• What to work on
Tally the lines below that contain "hidden" and reply with only the tally.

• Available data
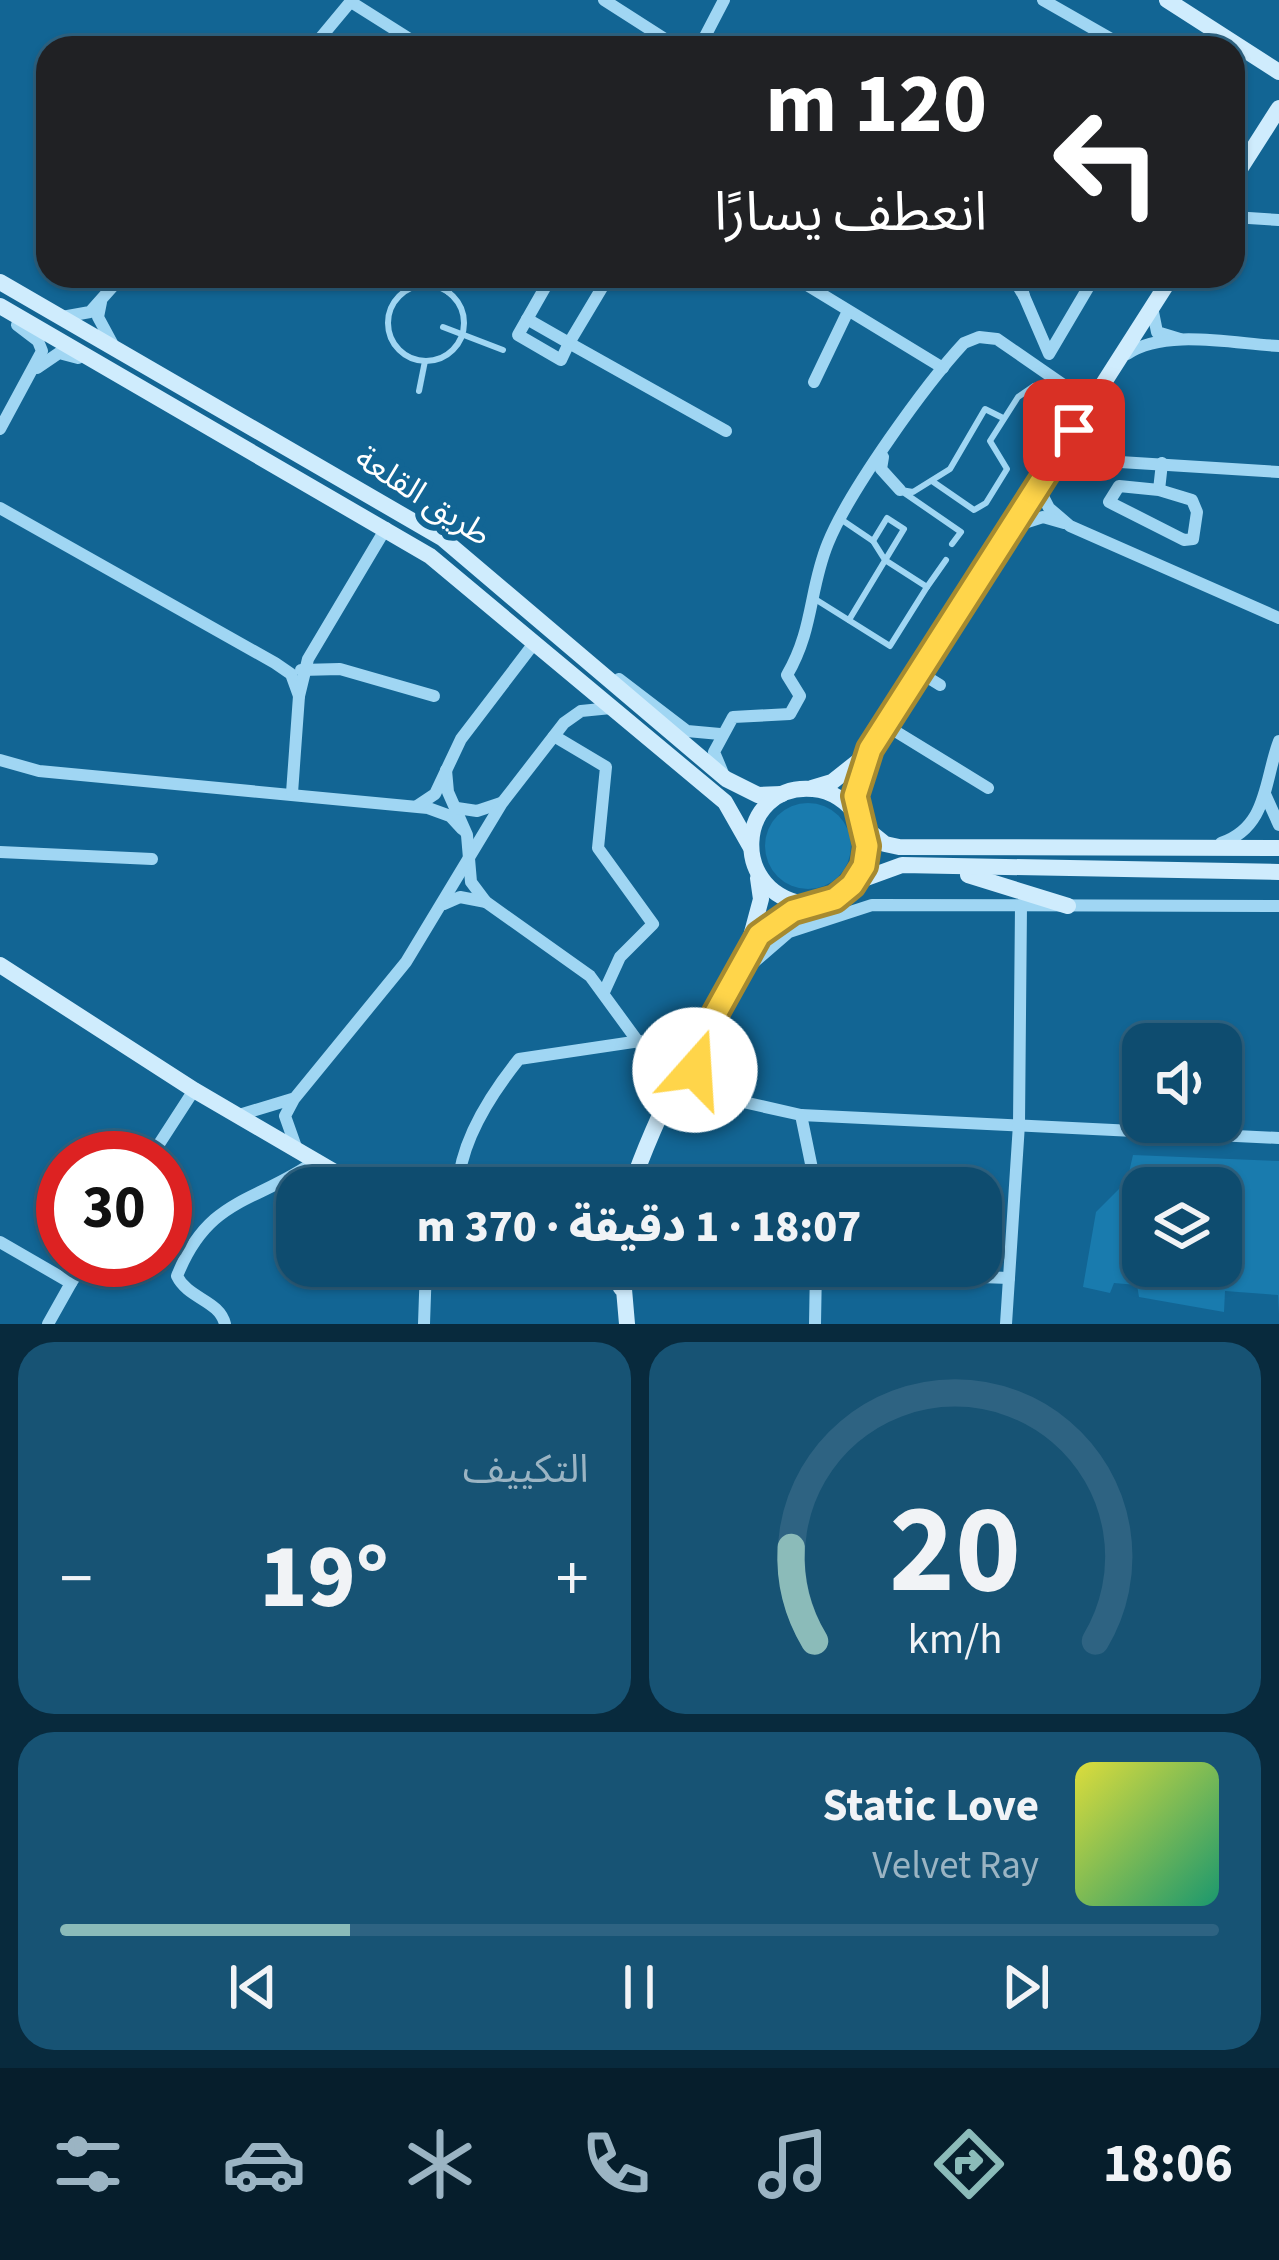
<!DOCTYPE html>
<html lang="ar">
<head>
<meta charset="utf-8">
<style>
	body { margin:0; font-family:"Source Sans 3","Noto Sans Arabic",sans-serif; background:#175374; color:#f1f3f6; direction:rtl; height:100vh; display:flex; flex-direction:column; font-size:45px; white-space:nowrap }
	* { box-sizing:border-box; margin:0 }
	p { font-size:39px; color:#9bb4c3 }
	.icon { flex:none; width:66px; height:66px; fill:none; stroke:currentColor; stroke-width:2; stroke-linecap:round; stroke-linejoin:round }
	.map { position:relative; height:1324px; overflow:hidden; direction:ltr }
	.details { display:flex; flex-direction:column; gap:18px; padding:18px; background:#082a3d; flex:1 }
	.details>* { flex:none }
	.hud { position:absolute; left:36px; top:36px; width:1209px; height:252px; border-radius:36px; box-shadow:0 3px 9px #0004,0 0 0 3px #2e6382; direction:rtl; background:#202124; color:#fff; overflow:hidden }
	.buttons { position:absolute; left:1122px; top:1023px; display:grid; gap:24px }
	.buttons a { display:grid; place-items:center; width:120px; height:120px; border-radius:24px; background:#0e4c6f; box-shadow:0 3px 9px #0004,0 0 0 3px #2e6382; font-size:60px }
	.speed { position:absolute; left:36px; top:1131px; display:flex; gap:24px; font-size:60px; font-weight:700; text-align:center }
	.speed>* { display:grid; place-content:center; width:156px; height:156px; border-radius:50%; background:#0e4c6f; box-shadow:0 3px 9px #0004,0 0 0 3px #2e6382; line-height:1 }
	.speed .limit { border:18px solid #d22; background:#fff; color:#111 }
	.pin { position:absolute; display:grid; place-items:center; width:102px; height:102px; color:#fff; margin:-51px; border-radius:24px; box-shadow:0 6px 18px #0006 }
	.me { position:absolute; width:132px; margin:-66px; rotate:19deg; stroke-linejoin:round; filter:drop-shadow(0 0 9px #0008) }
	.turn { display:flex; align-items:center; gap:42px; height:252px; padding:0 60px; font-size:54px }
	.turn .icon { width:156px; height:156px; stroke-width:2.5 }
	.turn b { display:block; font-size:84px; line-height:102px }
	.big { font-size:90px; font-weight:800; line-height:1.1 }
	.details .widget { flex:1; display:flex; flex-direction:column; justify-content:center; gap:18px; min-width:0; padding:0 42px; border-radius:36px; background:#175374 }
	.details .dial { align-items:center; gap:0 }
	.dial svg { height:312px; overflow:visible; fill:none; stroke:#2e6382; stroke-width:7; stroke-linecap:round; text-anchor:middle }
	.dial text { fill:#f1f3f6; stroke:none }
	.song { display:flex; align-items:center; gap:36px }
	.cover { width:144px; height:144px; border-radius:18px; background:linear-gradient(135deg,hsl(60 70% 55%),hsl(160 70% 35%)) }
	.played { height:12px; border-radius:6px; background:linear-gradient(90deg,#8bbbb9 25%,#2e6382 25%) }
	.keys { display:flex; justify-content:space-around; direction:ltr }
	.heat { display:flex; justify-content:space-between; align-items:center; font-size:66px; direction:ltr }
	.details .tiles { flex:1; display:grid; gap:18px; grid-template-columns:1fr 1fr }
	.widget:last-child { grid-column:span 2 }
	.trip { position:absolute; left:276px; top:1167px; width:726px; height:120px; border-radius:36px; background:#0e4c6f; box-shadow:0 3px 9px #0004,0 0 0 3px #2e6382; font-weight:800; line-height:120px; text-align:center; direction:rtl }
	.dock { display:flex; height:192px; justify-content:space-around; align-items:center; background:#061e2c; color:#9bb4c3 }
	.dock .icon { width:84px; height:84px }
	.dock .current { color:#8bbbb9 }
	.dock b { font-size:54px; color:#f1f3f6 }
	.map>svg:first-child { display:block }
</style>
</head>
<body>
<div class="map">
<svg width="1279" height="1324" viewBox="0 0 1279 1324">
	<rect width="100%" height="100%" fill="#126594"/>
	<!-- green -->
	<g fill="#197bae" fill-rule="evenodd">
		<circle cx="808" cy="846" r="43"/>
		<path d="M1133,1155L1279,1161V1314L1278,1295L1225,1291L1224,1312L1139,1297L1137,1285L1114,1283L1110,1293L1083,1287L1096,1212L1127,1181ZM1143,1188H1221V1266H1143Z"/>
	</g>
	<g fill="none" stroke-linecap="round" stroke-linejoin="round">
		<!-- lane -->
		<g stroke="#a0d6f3" stroke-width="6">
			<circle cx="426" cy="323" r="38"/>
			<polyline points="448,292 458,276"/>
			<polyline points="443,327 503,350"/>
			<polyline points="419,391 425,361"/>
			<polyline points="932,481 974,510 986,503 1007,469 990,441 1018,397 1034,386"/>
			<polyline points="901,490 913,492 950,469 985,409 1003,418"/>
			<polyline points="903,492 961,532 952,544"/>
			<polyline points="842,520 873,541 887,518 904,529 849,620"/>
			<polyline points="873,541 885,560 927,587 946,560"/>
			<polyline points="815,599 890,646 927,587"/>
		</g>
		<!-- street -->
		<g stroke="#a0d6f3" stroke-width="12">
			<polyline points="604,0 679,48"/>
			<polyline points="1043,0 1127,48"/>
			<polyline points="351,2 424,48"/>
			<polyline points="312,48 352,0"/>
			<polyline points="699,48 724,0"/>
			<polyline points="1233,217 1279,220"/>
			<polyline points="792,276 943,368"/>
			<polyline points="1012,276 1024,296 1019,276"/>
			<polyline points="551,277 518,335 561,360 569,343 726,431"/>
			<polyline points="1024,296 1049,354 1095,276"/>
			<polyline points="101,302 98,317 112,343"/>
			<polyline points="1153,312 1157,332 1180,339"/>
			<polyline points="62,317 90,312 122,276"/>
			<polyline points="527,319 569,343 609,276"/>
			<path d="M1127,354C1165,328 1235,344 1279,346"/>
			<polyline points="37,368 59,353 78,358"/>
			<polyline points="814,382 848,311"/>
			<polyline points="0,429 42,351 38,341 17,325"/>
			<polyline points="1074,430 1104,461"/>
			<polyline points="883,457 881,469 900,490"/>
			<polyline points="1048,471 1104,461 1279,472"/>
			<polyline points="1037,485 1049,508 1070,526 1279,618"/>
			<polyline points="1159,490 1192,500 1197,512 1193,539 1184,540 1109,502 1119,486 1159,490 1162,463"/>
			<polyline points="0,508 275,663 291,674 299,696"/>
			<polyline points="1015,526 1043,517 1064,523"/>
			<polyline points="301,670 340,669 434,696"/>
			<polyline points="919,672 940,685"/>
			<polyline points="619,679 687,731 720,734"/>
			<polyline points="894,716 895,731 988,788"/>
			<polyline points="554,736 606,767 598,848 653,924 620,957 604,992"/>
			<polyline points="0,760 39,771 428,808 450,816 462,829"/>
			<polyline points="446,770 448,792 467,835 471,882 486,902 590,976 658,1069 669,1102 694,1091 801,1115 1279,1138"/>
			<path d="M722,771L714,752L733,717L790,714L800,696L787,675C814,629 809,589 828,543C849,491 925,385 964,343L979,337L997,339L1091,404"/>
			<polyline points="292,793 299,696 308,659 386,528"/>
			<polyline points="1265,794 1279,825"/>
			<polyline points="417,806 435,794 461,739 535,642"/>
			<polyline points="457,808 477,811 501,803"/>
			<path d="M1221,843C1268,827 1264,781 1279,741"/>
			<polyline points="0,852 152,859"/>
			<polyline points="444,904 460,897 486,902"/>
			<polyline points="731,982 789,932 872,905 1279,906"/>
			<polyline points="652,1055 666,1064 694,1052 698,1078 715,1095"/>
			<polyline points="239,1115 292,1099"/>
			<polyline points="801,1115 816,1188"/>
			<polyline points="296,1147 285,1116 294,1099 406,962 502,803 564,723 581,711 611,708"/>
			<polyline points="150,1158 194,1090"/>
			<path d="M458,1188C460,1142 491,1094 519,1059L640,1041"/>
			<polyline points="0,1242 71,1283 48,1324"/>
			<polyline points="815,1271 1009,1278"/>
			<polyline points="71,1283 86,1260"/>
			<path d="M225,1324C219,1300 188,1299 177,1276C209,1196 255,1204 317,1160"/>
			<polyline points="424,1324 426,1266"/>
			<polyline points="815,1324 816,1267"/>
			<polyline points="1006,1324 1019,1124 1021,905"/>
		</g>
		<!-- secondary -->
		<g stroke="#cfecfd" stroke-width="16">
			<polyline points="1167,0 1279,72"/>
			<polyline points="1233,180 1279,108"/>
			<polyline points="0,282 442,538 726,779 758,795 782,794"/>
			<polyline points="0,306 430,556 725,802 750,846"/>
			<polyline points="812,788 832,782 861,759"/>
			<polyline points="858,818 859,775 870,749 1172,276"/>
			<polyline points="864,827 885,844 899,847 1279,848"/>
			<polyline points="968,875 1068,906"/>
			<polyline points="858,881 902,865 1279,872"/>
			<polyline points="750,940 761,899 758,878"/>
			<polyline points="0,965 194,1090 362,1188"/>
			<path d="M631,1188C650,1129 720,982 759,936C787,901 843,912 862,869C878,833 850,792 813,789C736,782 726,898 812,905"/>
			<polyline points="596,1266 616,1278 621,1288"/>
			<polyline points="622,1266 627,1324"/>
		</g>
	</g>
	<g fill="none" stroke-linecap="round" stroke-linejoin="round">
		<!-- route casing -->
		<g stroke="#a68a30" stroke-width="30">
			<polyline id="route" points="695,1070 694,1052 759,935 793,911 835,899 852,885 864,866 867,846 855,796 870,749 1074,430"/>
		</g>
		<!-- route -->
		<use href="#route" stroke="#ffd54a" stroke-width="21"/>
	</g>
	<g text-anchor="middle" stroke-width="12" stroke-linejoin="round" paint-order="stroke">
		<!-- street labels -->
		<g font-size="33" fill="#fff" stroke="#126594">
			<text transform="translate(424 495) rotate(33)" y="12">طريق القلعة</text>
		</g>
	</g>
</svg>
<div class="buttons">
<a><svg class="icon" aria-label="sound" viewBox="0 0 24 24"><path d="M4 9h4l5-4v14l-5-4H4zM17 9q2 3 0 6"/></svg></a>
<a><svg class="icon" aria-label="layers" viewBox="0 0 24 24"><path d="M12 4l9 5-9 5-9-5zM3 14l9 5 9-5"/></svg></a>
</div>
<div class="speed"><div class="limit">30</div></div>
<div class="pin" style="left:1074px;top:430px;background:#d93025"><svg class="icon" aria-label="arrive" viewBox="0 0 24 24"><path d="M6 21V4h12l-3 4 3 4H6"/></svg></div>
<svg class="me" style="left:695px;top:1070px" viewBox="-20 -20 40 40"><circle r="19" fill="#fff"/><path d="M0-13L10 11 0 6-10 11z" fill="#ffd54a"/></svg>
<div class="trip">18:07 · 1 دقيقة · 370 m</div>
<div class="hud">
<div class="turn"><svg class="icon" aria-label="left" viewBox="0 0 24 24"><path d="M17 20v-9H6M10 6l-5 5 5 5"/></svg><div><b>120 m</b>انعطف يسارًا</div></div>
</div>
</div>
<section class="details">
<div class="tiles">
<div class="widget dial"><svg viewBox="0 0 100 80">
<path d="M14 69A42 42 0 1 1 86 69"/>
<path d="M14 69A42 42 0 0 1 8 45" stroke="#8bbbb9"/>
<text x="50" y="56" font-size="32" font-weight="700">20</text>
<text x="50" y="72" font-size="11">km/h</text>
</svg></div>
<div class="widget"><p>التكييف</p>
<div class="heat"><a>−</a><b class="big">19°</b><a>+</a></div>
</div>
<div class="widget">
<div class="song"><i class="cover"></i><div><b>Static Love</b><p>Velvet Ray</p></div></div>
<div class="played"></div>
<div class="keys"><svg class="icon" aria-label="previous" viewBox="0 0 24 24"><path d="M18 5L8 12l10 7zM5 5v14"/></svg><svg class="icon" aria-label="pause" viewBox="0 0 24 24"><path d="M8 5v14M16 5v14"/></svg><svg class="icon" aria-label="next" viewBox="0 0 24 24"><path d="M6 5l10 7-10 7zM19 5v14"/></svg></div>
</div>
</div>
</section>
<nav class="dock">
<b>18:06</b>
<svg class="icon current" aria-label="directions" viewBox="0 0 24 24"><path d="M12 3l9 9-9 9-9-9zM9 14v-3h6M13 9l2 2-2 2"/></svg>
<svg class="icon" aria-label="music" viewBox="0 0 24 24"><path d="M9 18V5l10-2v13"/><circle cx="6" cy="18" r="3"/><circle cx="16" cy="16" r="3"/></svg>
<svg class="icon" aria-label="phone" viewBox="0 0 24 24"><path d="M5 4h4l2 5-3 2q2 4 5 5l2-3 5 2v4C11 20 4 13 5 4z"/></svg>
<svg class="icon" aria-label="climate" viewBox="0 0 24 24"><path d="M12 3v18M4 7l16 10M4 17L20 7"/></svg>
<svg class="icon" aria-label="car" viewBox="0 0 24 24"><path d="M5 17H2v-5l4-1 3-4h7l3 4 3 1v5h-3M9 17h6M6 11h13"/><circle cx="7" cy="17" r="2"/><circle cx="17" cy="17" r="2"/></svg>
<svg class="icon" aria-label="filters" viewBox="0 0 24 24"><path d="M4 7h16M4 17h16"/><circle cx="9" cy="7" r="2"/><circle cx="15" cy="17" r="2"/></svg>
</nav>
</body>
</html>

• Written response
2